▸ YOUR GOAL
Once you find the line containing "Input: one rendered map. Describe the", please retype it and every line after it to the end of the entries, exactly and with nothing added.

▸ Saved entries
========================================
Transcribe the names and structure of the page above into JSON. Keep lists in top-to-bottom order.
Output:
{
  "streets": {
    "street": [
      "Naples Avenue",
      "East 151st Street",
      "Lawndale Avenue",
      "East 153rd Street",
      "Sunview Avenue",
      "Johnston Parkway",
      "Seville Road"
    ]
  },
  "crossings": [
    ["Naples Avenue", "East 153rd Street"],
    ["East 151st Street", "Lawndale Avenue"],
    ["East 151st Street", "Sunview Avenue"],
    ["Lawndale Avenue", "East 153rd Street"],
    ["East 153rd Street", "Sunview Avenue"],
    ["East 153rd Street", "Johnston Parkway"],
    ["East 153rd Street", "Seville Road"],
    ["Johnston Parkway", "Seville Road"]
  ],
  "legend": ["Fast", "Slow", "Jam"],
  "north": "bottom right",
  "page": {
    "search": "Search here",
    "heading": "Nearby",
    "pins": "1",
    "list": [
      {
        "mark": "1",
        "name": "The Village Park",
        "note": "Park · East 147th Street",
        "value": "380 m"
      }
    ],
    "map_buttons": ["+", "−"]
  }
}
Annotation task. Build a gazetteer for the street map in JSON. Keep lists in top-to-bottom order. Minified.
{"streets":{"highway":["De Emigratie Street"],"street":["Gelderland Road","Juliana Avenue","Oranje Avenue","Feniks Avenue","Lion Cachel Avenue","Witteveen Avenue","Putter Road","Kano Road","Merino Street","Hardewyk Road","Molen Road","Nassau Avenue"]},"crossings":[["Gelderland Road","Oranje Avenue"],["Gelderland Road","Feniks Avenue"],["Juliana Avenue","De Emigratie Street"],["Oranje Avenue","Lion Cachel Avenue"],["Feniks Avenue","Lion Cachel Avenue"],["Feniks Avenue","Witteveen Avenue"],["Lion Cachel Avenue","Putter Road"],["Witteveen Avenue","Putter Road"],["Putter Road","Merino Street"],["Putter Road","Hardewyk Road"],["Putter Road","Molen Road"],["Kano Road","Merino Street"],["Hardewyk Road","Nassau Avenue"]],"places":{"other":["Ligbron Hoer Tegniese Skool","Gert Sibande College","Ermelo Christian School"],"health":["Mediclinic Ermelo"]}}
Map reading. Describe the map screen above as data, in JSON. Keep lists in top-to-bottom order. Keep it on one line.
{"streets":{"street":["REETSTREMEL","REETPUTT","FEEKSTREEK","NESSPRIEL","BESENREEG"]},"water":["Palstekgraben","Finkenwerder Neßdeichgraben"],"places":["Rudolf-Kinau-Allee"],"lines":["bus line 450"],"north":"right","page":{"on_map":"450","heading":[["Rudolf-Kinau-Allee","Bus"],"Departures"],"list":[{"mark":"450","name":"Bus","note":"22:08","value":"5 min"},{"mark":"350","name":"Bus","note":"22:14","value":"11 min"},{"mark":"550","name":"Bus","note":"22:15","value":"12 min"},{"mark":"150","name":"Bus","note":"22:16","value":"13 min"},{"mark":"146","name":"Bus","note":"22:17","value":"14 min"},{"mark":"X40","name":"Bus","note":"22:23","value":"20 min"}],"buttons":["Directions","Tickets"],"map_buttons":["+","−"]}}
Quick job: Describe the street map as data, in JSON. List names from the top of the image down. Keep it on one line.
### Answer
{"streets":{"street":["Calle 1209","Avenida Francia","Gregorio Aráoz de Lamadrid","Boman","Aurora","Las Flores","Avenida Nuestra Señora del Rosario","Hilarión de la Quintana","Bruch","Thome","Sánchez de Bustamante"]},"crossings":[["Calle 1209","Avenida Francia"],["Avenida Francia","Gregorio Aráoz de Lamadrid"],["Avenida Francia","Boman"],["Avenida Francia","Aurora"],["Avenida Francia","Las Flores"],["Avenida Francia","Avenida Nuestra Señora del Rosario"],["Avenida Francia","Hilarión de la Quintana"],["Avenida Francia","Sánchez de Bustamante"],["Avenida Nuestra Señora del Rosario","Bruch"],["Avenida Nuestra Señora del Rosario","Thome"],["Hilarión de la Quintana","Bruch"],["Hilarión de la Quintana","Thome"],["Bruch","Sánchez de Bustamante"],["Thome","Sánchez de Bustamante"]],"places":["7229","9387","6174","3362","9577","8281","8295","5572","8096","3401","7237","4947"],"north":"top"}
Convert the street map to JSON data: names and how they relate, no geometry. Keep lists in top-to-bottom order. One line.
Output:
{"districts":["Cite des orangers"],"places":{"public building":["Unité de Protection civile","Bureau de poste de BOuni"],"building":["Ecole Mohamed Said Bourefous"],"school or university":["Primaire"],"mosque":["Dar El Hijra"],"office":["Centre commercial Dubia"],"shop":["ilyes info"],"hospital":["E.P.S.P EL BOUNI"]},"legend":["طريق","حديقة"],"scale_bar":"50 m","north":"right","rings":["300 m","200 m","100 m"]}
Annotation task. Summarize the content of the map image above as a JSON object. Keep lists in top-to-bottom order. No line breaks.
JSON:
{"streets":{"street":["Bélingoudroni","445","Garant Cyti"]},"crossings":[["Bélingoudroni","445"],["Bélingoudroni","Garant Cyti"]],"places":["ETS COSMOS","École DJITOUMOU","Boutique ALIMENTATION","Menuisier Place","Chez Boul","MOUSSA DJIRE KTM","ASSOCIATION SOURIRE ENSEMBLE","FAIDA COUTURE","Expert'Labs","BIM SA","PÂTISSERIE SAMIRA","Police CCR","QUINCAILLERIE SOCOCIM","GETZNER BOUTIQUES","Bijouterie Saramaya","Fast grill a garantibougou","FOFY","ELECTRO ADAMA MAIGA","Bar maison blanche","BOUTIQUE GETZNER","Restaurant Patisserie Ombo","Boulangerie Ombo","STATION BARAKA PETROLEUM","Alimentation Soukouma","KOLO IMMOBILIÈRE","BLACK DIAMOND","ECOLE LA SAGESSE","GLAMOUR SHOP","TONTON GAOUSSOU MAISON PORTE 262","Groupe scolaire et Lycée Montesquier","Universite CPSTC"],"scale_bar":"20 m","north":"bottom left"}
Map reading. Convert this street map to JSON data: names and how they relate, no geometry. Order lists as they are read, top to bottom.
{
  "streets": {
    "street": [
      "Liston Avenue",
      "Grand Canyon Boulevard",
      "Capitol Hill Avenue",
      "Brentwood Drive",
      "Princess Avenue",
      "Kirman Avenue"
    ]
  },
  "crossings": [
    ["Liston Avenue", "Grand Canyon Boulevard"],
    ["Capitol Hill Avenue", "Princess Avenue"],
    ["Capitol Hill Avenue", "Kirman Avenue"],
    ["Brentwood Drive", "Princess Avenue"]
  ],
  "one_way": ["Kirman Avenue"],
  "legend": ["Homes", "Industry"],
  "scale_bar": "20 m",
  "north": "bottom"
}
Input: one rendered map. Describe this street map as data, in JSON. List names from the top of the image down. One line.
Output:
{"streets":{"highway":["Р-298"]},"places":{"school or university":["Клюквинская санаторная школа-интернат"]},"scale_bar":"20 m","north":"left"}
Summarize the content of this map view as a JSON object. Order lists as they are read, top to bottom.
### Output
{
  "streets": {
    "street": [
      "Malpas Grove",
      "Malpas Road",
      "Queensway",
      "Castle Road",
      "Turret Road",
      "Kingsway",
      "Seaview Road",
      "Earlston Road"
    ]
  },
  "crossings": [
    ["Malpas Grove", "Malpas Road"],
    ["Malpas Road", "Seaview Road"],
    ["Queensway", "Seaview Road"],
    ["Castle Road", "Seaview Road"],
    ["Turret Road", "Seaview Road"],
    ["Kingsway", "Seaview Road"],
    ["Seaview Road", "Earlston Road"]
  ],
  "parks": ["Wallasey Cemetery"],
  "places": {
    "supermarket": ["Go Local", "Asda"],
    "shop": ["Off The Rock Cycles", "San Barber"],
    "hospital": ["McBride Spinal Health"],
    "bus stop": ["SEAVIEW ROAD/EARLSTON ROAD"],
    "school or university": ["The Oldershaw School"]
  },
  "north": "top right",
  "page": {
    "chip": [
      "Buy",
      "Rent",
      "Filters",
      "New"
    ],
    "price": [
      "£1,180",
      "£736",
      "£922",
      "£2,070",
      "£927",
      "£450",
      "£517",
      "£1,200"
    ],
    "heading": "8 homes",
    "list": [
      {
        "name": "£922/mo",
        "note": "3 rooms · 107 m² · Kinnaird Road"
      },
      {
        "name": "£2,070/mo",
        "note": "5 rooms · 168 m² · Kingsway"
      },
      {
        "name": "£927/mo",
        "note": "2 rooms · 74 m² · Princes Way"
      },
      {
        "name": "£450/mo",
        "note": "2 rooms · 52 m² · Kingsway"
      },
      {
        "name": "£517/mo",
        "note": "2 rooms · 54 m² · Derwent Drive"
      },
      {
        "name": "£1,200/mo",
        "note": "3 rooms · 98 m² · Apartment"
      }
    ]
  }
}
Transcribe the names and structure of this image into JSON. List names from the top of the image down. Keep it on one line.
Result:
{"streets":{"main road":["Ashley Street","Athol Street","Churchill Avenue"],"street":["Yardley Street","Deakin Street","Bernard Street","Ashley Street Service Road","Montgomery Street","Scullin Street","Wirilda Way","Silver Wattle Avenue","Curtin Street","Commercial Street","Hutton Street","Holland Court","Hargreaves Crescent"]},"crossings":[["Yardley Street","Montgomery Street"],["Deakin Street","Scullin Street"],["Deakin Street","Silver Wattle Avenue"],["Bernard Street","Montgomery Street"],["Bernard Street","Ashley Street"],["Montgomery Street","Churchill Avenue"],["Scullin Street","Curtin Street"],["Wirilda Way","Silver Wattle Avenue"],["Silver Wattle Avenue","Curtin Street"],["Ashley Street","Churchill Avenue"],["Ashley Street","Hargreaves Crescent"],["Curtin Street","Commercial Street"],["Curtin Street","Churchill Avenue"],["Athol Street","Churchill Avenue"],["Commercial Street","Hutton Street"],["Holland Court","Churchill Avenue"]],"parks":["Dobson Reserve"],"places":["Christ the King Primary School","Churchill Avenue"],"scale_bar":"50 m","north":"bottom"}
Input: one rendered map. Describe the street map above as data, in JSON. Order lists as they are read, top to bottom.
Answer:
========================================
▸ ANSWER SPACE
Input: one rendered map. Describe the street map above as data, in JSON. Order lists as they are read, top to bottom.
Answer:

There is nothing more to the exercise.